■ **Exercise brief**
Scan the entries that follow and copy out every line containing "from".

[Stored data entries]
----------------------------------------

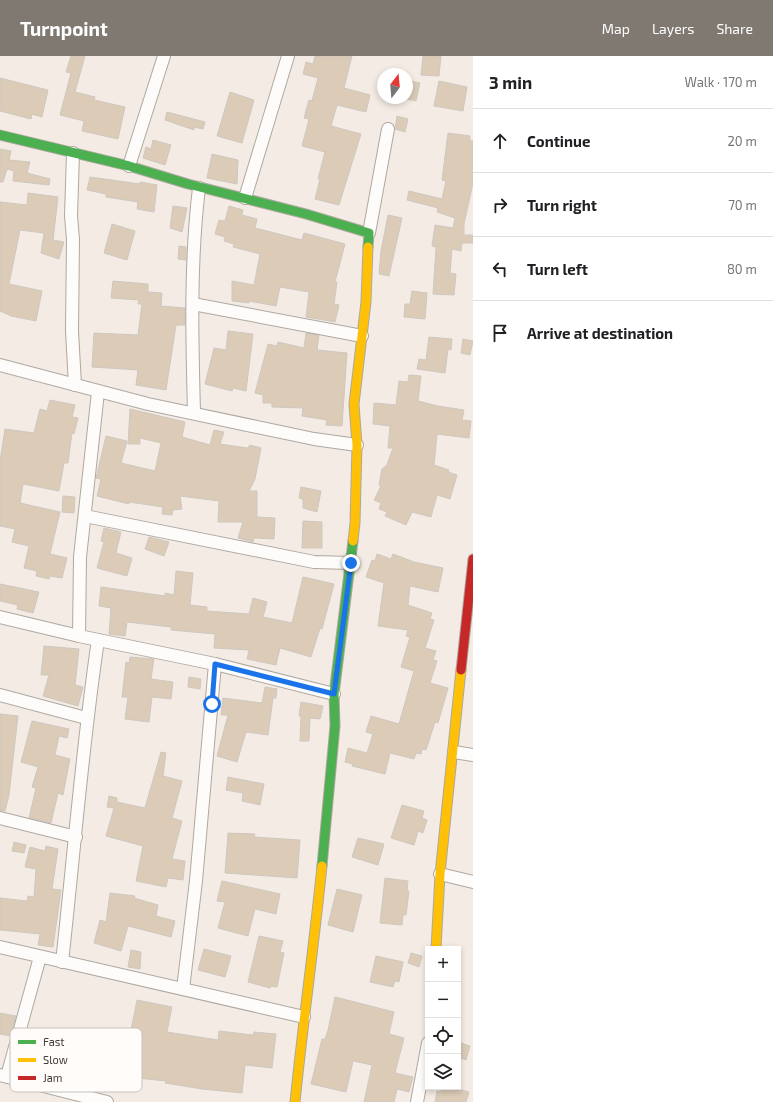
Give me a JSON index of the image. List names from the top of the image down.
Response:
{
  "legend": ["Fast", "Slow", "Jam"],
  "north": "top",
  "page": {
    "header": "Turnpoint",
    "nav": ["Map", "Layers", "Share"],
    "heading": ["3 min", "Walk · 170 m"],
    "list": [
      ["Continue", "20 m"],
      ["Turn right", "70 m"],
      ["Turn left", "80 m"],
      "Arrive at destination"
    ],
    "map_buttons": ["+", "−"]
  }
}
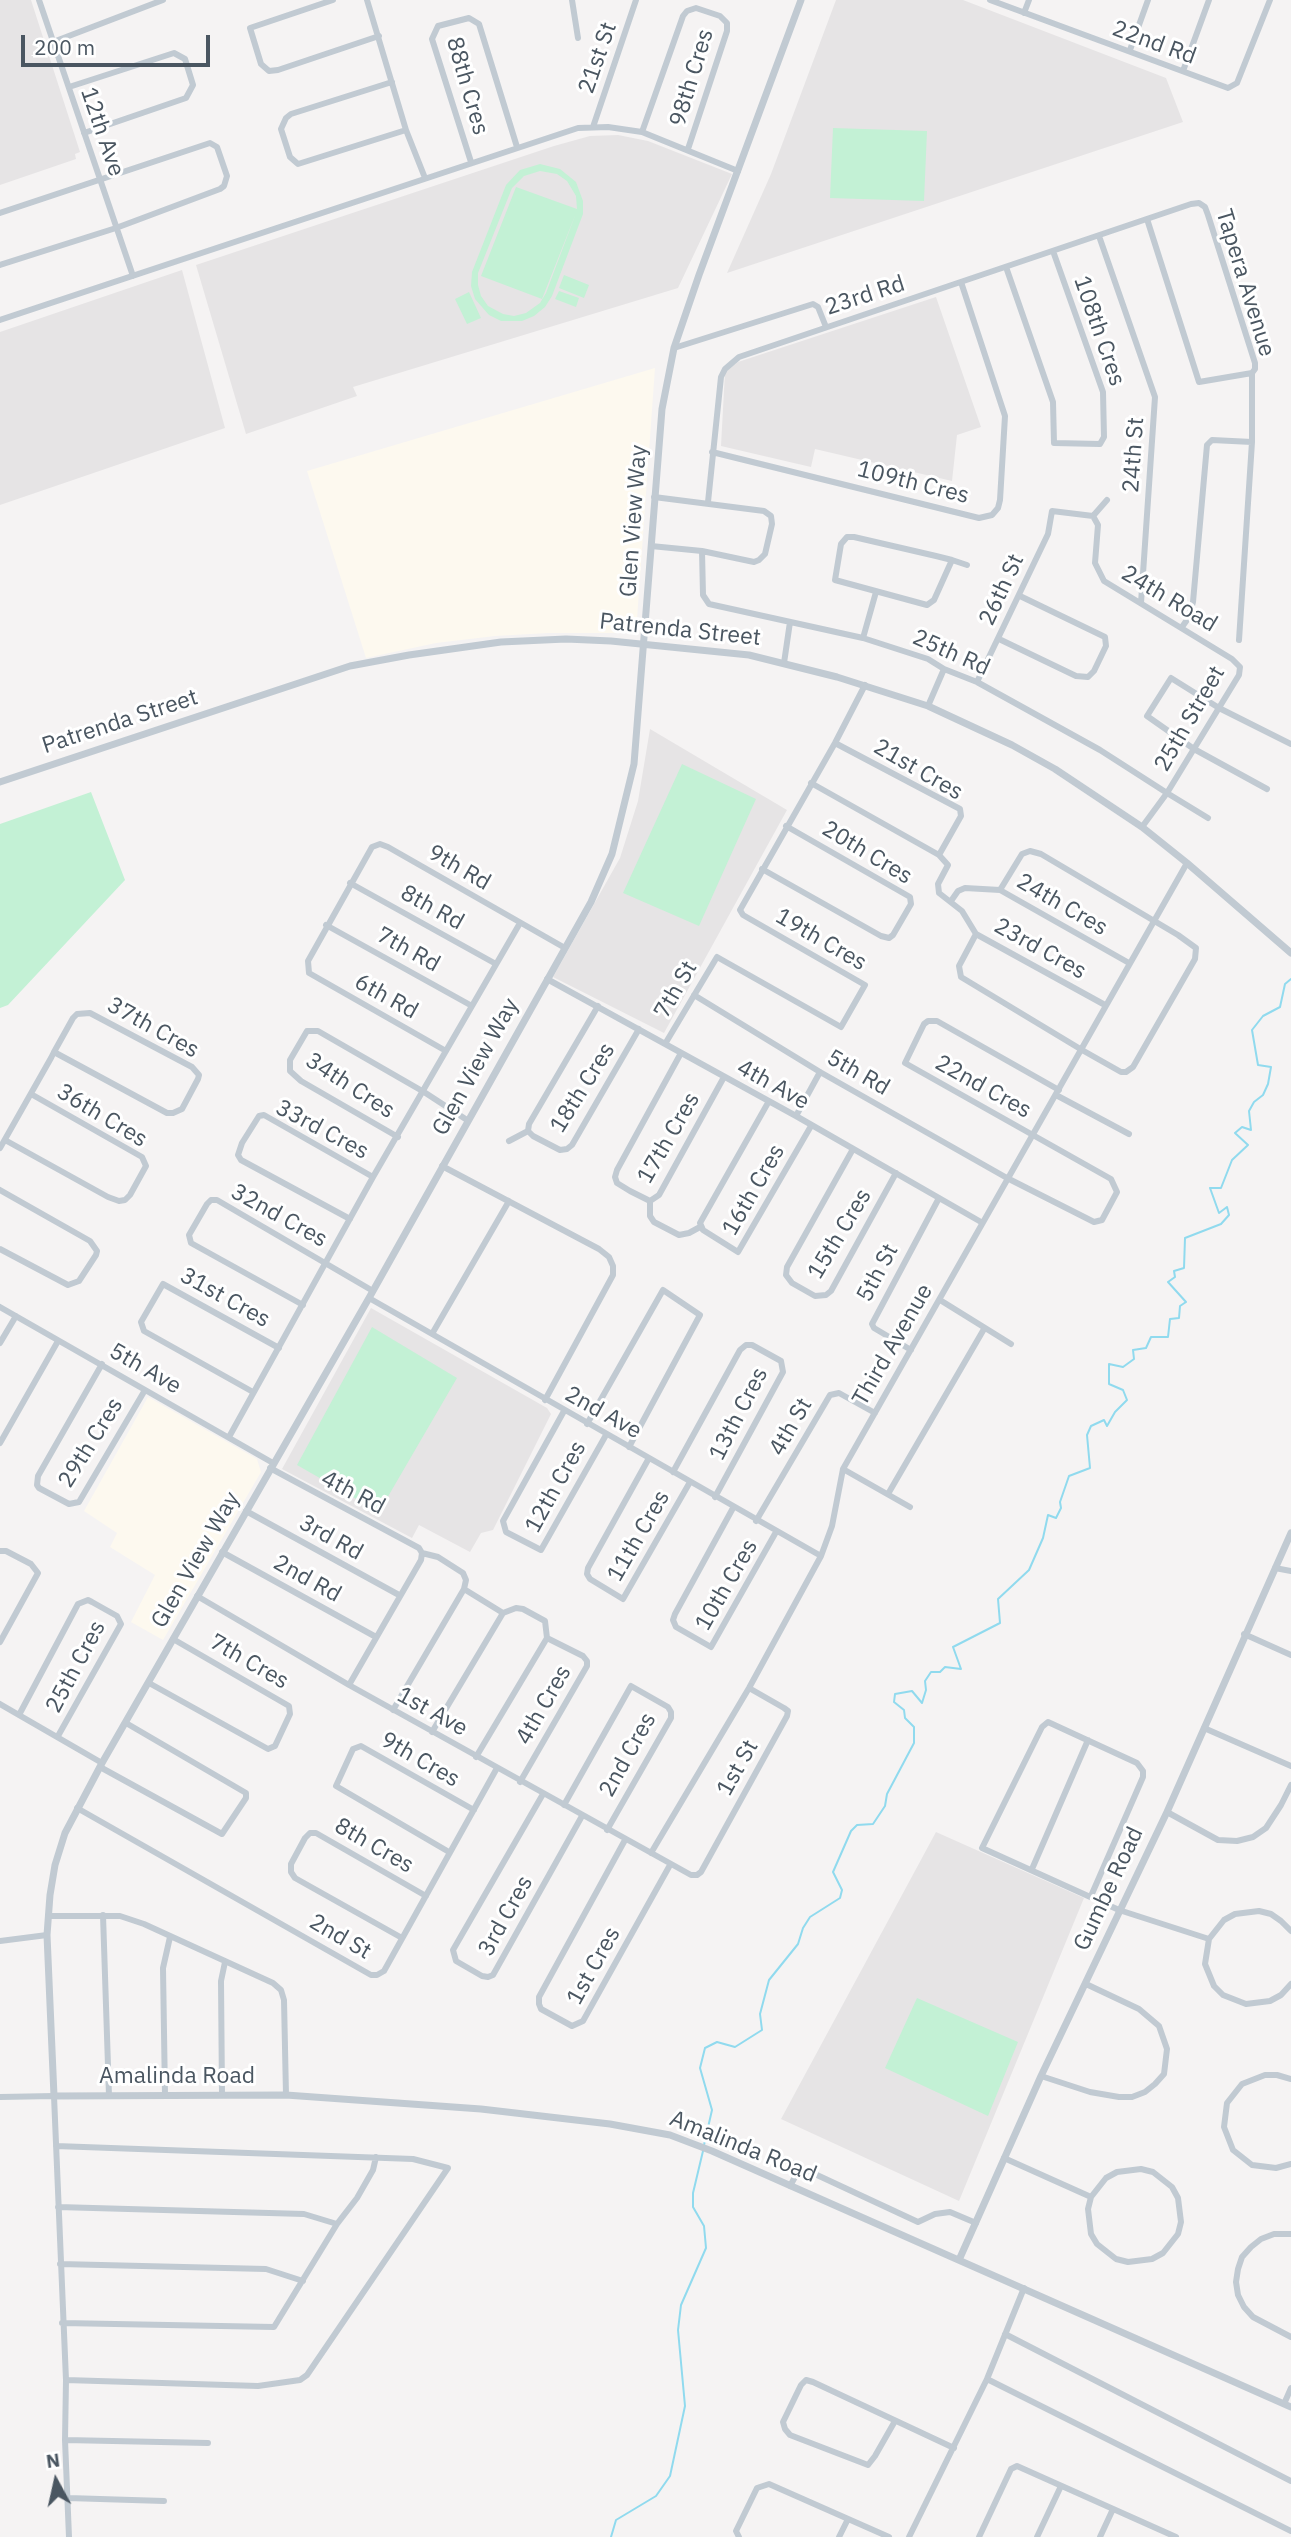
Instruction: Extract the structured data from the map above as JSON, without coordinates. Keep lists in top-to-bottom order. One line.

----------------------------------------

■ **Result of the exercise**
Give me a JSON index of the image. List names from the top of the image down.
Instruction: Extract the structured data from the map above as JSON, without coordinates. Keep lists in top-to-bottom order. One line.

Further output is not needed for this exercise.